Beth at the blog Revolution From Home has a doozy of a question about which obligations are real and which only seem to be. She and her husband, with three of their four children, have moved to Mexico where he works on sustainable energy projects and she has begun a relationship with the Mayan women in a nearby village. The extremes of the three cultures she's now part of are pulling her apart. She writes:
My worldview — the foundation upon which I’ve built my thoughts, values and priorities — is in a vulnerable state of transformation. Illusions are dissolving quicker than they’re being replaced with anything half as easy, my comfort zones feel unwarranted, lavish and indulgent and the curtain of denial that once allowed for permissible passivity is now a tangled pile of weft threads at my feet. My daily life is steeped in a question I thought I had long since answered: What is truly worthwhile? [source]
She relates that villagers have no toilet paper yet "they never have to question whether what they’re doing is worthwhile" because it's essential for survival. This of course upends the notion of essentiality for someone from an affluent background - in fact it totally alters our sense of affluence - and demands that she/we reevaluate whether affluence and obligation are one in the same. "What" she asks, knowing what she does while standing in the surreal Candylandcape of a shopping mall, "does a healthy reaction look like?" Certainly the White Man's Burden isn't it. The "leaky bowl" of ODA is questionable at best because it is fundamentally undignified. Where is the model for personal action? Without the cognitive bridge of such a model, are we forced into dichotomies where one side must always be 'less than'?

Peggy Emch blogs from the hip. Her perspectives are not mainstream and she's good with that. In keeping with our leitmotif, this week it was NatGeo that brought her to ask, what is simple and what is deprivation?  What is primal and what is primitive? I like how busy the comments section has been; one reader pithily observed:
a professed craving for more minimalism is often just the desire for tidier clutter
I understand Peggy's dilemma about wanting a more fundamental life but being unable to imagine giving up the intellectual stimulation that technology allows.
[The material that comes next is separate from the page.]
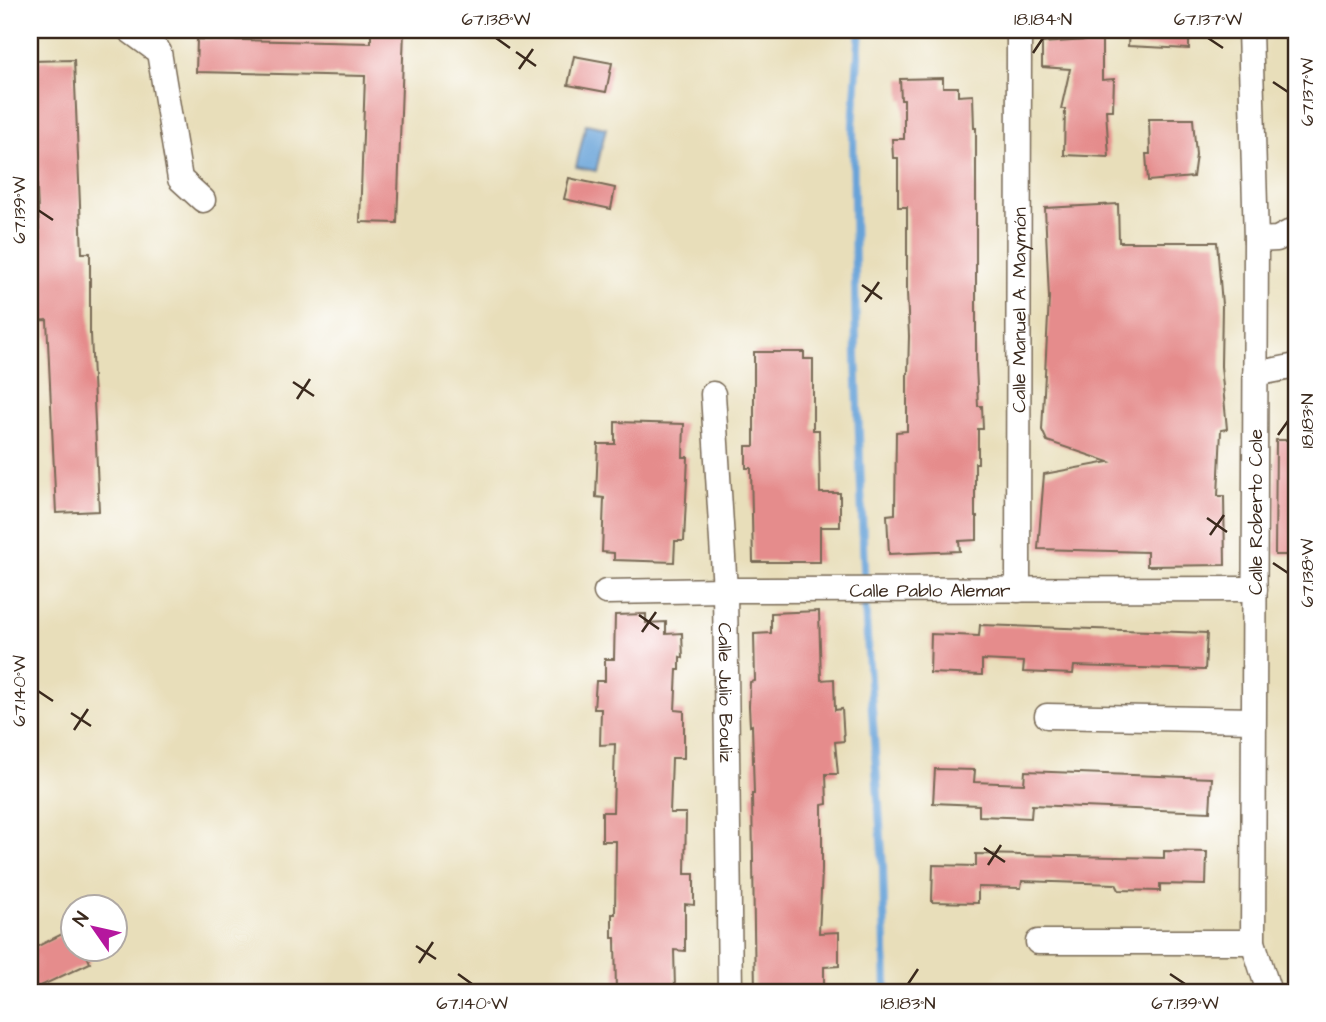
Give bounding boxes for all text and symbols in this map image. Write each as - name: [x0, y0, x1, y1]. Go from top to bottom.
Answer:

Is community as we know it in the digital age essential for quality of life? What is real and what is chaff? What is worth living for? How much of that answer can we choose, and how much is the mystical "human condition"?

Once you've purged the clutter, gotten back to basics, then geared up to be more basic yet (grey water system and a grain mill, anyone?), made an off-grid emergency plan, and started making camping the only holiday mode for your family*, are you living a more examined life or just giving yourself a gold star for hardcoreness? Conversely, can you have a two-job, two-commute, fully-wired life and know that your choices are all moving you towards the you you want to be? Where's the threshold?

How do YOU decide what's valuable enough to steer by?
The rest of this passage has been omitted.